By Michael Thompson

President and Chief Executive Officer of the Atlanta BeltLine Inc., Terri Montague addressed Neighborhood Planning Unit-E Sept. 4 outlining recent developments in the project and stating, “This is the most exciting socioeconomic project taking place in the country right now.”

More than 30 citizens attended the meeting at the Peachtree Christian Church and were eager to hear from Montague, who spoke at length about the beltline project.

Montague said, “We have a chance to do something right and well for the city for its current residents and future residents.”

Steve Brodie, a resident of NPU-E, voiced a major concern for many at the meeting when he said, “Our NPU represents the highest density that will be impacted by the BeltLine. The changes will happen quickly and will be very intense. The process will bring about much frustration on the part of NPU-E citizens.”

Montague stressed the importance of patience and clear understanding in addressing the many issues that NPU-E citizens and all NPU citizens feel regarding the situation.

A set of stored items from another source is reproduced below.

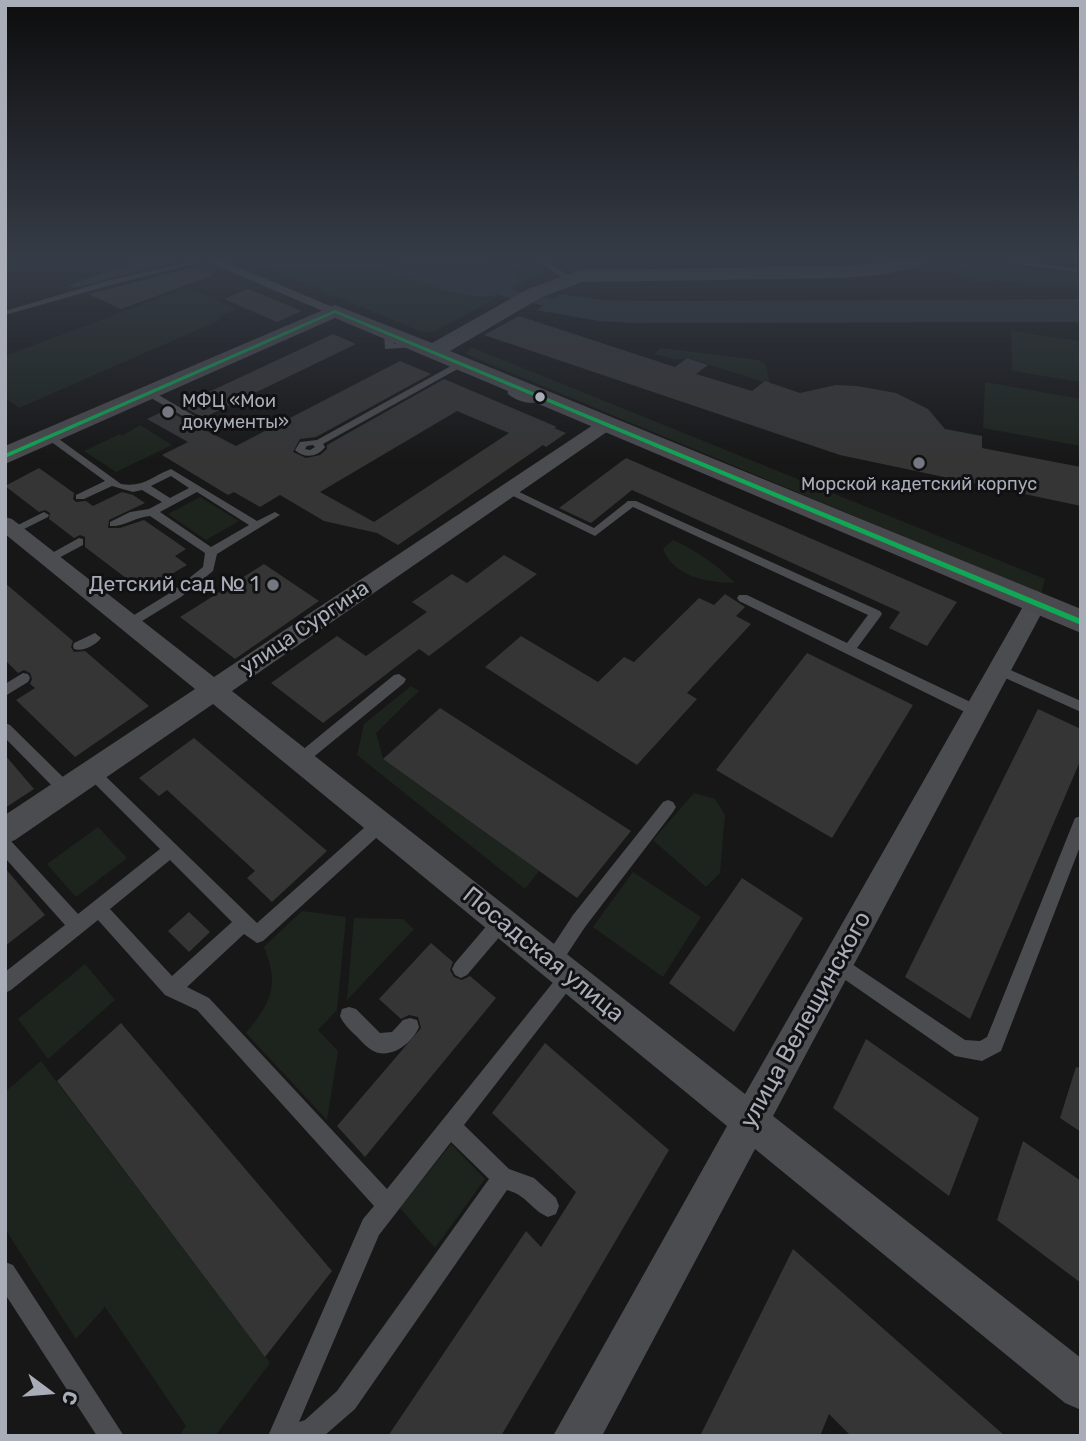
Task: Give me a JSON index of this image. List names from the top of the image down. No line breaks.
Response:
{"streets":{"street":["улица Сургина","Посадская улица","улица Велещинского"]},"crossings":[["улица Сургина","Посадская улица"],["Посадская улица","улица Велещинского"]],"places":["МФЦ «Мои документы»","Морской кадетский корпус","Детский сад № 1"],"north":"right"}
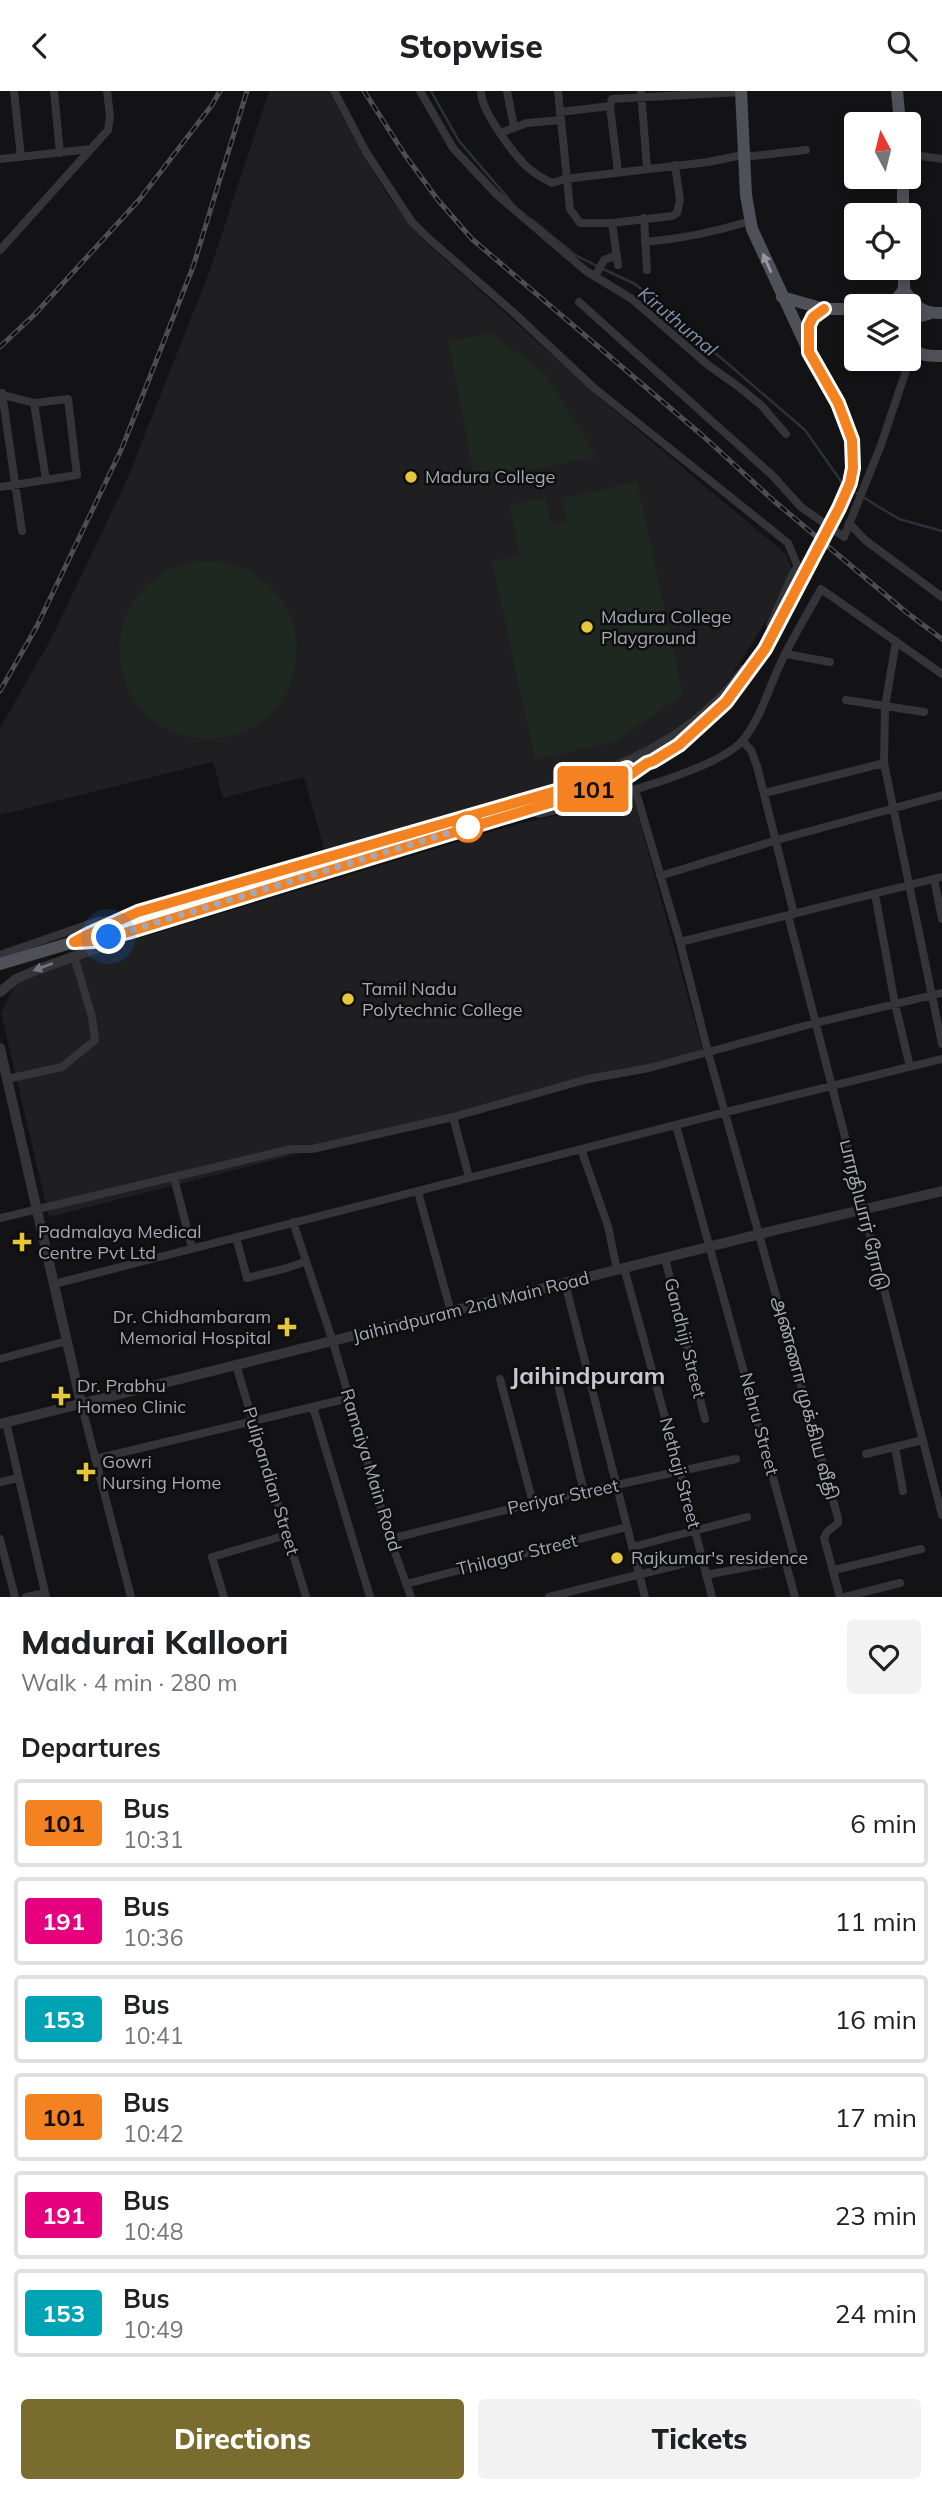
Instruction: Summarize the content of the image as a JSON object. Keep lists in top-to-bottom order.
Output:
{
  "streets": {
    "street": [
      "பாரதியார் ரோடு",
      "Jaihindpuram 2nd Main Road",
      "Gandhiji Street",
      "அண்ணா முக்கிய வீதி",
      "Nehru Street",
      "Ramaiya Main Road",
      "Nethaji Street",
      "Pulipandian Street",
      "Periyar Street",
      "Thilagar Street"
    ]
  },
  "crossings": [
    ["பாரதியார் ரோடு", "Jaihindpuram 2nd Main Road"],
    ["Jaihindpuram 2nd Main Road", "Gandhiji Street"],
    ["Jaihindpuram 2nd Main Road", "அண்ணா முக்கிய வீதி"],
    ["Jaihindpuram 2nd Main Road", "Nehru Street"],
    ["Jaihindpuram 2nd Main Road", "Ramaiya Main Road"],
    ["Jaihindpuram 2nd Main Road", "Nethaji Street"],
    ["Jaihindpuram 2nd Main Road", "Pulipandian Street"],
    ["Ramaiya Main Road", "Periyar Street"],
    ["Ramaiya Main Road", "Thilagar Street"],
    ["Nethaji Street", "Periyar Street"]
  ],
  "districts": ["Jaihindpuram"],
  "water": ["Kiruthumal"],
  "places": {
    "other": [
      "Madura College",
      "Madura College Playground",
      "Tamil Nadu Polytechnic College",
      "Rajkumar's residence"
    ],
    "health": [
      "Padmalaya Medical Centre Pvt Ltd",
      "Dr. Chidhambaram Memorial Hospital",
      "Dr. Prabhu Homeo Clinic",
      "Gowri Nursing Home"
    ]
  },
  "lines": ["bus line 101"],
  "north": "top",
  "page": {
    "header": "Stopwise",
    "on_map": "101",
    "heading": [
      ["Madurai Kalloori", "Walk · 4 min · 280 m"],
      "Departures"
    ],
    "list": [
      {
        "mark": "101",
        "name": "Bus",
        "note": "10:31",
        "value": "6 min"
      },
      {
        "mark": "191",
        "name": "Bus",
        "note": "10:36",
        "value": "11 min"
      },
      {
        "mark": "153",
        "name": "Bus",
        "note": "10:41",
        "value": "16 min"
      },
      {
        "mark": "101",
        "name": "Bus",
        "note": "10:42",
        "value": "17 min"
      },
      {
        "mark": "191",
        "name": "Bus",
        "note": "10:48",
        "value": "23 min"
      },
      {
        "mark": "153",
        "name": "Bus",
        "note": "10:49",
        "value": "24 min"
      }
    ],
    "buttons": ["Directions", "Tickets"]
  }
}
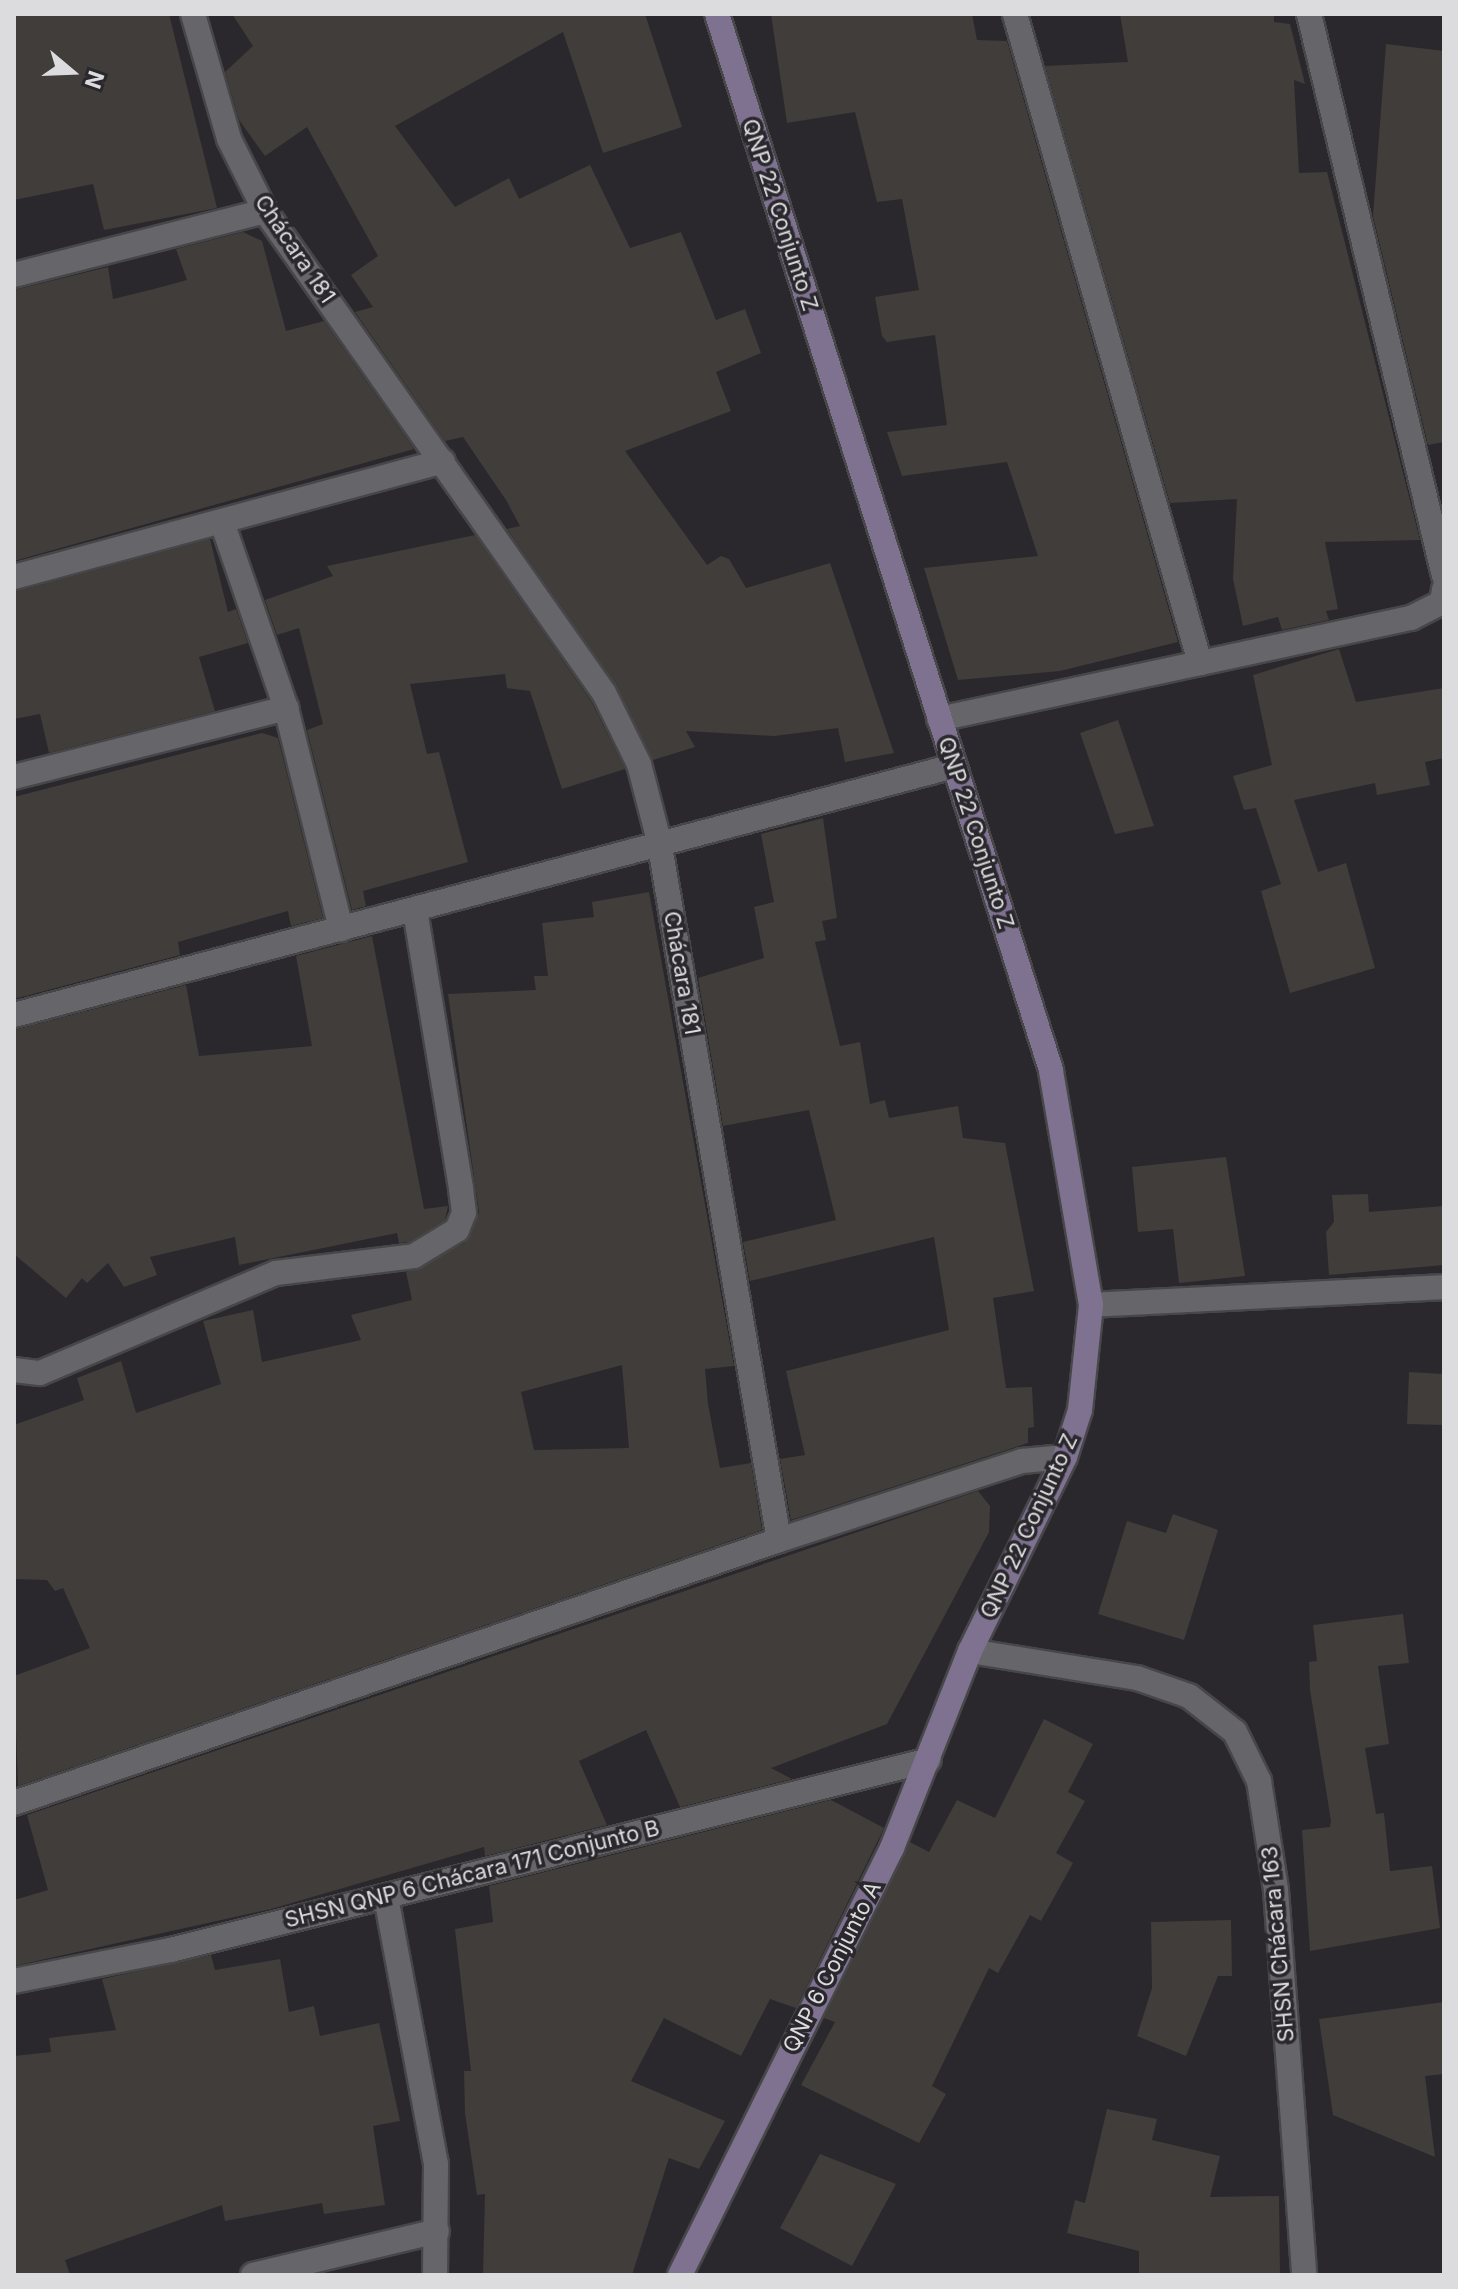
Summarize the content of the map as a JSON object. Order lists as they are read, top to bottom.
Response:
{
  "streets": {
    "street": [
      "QNP 22 Conjunto Z",
      "Chácara 181",
      "SHSN QNP 6 Chácara 171 Conjunto B",
      "SHSN Chácara 163",
      "QNP 6 Conjunto A"
    ]
  },
  "crossings": [
    ["QNP 22 Conjunto Z", "SHSN Chácara 163"],
    ["QNP 22 Conjunto Z", "QNP 6 Conjunto A"],
    ["SHSN QNP 6 Chácara 171 Conjunto B", "QNP 6 Conjunto A"],
    ["SHSN Chácara 163", "QNP 6 Conjunto A"]
  ],
  "north": "right"
}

The BeltLine project proposes to combine green space, trails, transit and a new development along 22 miles of historic rail segments that encircle urban core. It will include over 1,300 acres of new and expanded parks, 33 miles of continuous trails and will create 30,000 permanent jobs and 48,000 yearlong construction jobs. An estimated $20 billion increase in the tax base will be created over 25 years.

Michael Rothman, chair of NPU-E said, “It’s literally neighborhood vs. developer in this situation. We need to say lets get peoples contact information. Personally speaking, at the bottom of the list of priorities is quality of life for existing residents of Atlanta. We feel that we’re being left out.”

Rothman and other members of the board of NPU-E felt that Montague hadn’t properly informed them about the developments on the BeltLine project.

Montague addressed the indecision regarding this situation by saying, “If you want to invite someone from the zoning division for one of your zoning and work planning sessions, we can accommodate this. If you’re seeing adverse reactions, we want to work to remedy this. We want to respect transitional development going into residential areas. As we build the beltline infrastructure itself, but if you’re having unintended consequences, show us the examples and we’ll work with you to help fix these problems.”

In other news, a representative of the Atlanta Police Department reported that crime is up 1 percent from this time last year in NPU-E.

In zoning matters, a number of rezoning variances passed. A home at 15 Maddox Drive will be able to reduce the setback from 7 feet required to 3.5 feet to install an air conditioning unit. Jared Samples asked for special exception on his property at 1029 Piedmont Avenue to reduce the off-street parking from 15 spaces to 4 spaces for a mixed use development. He was granted approval.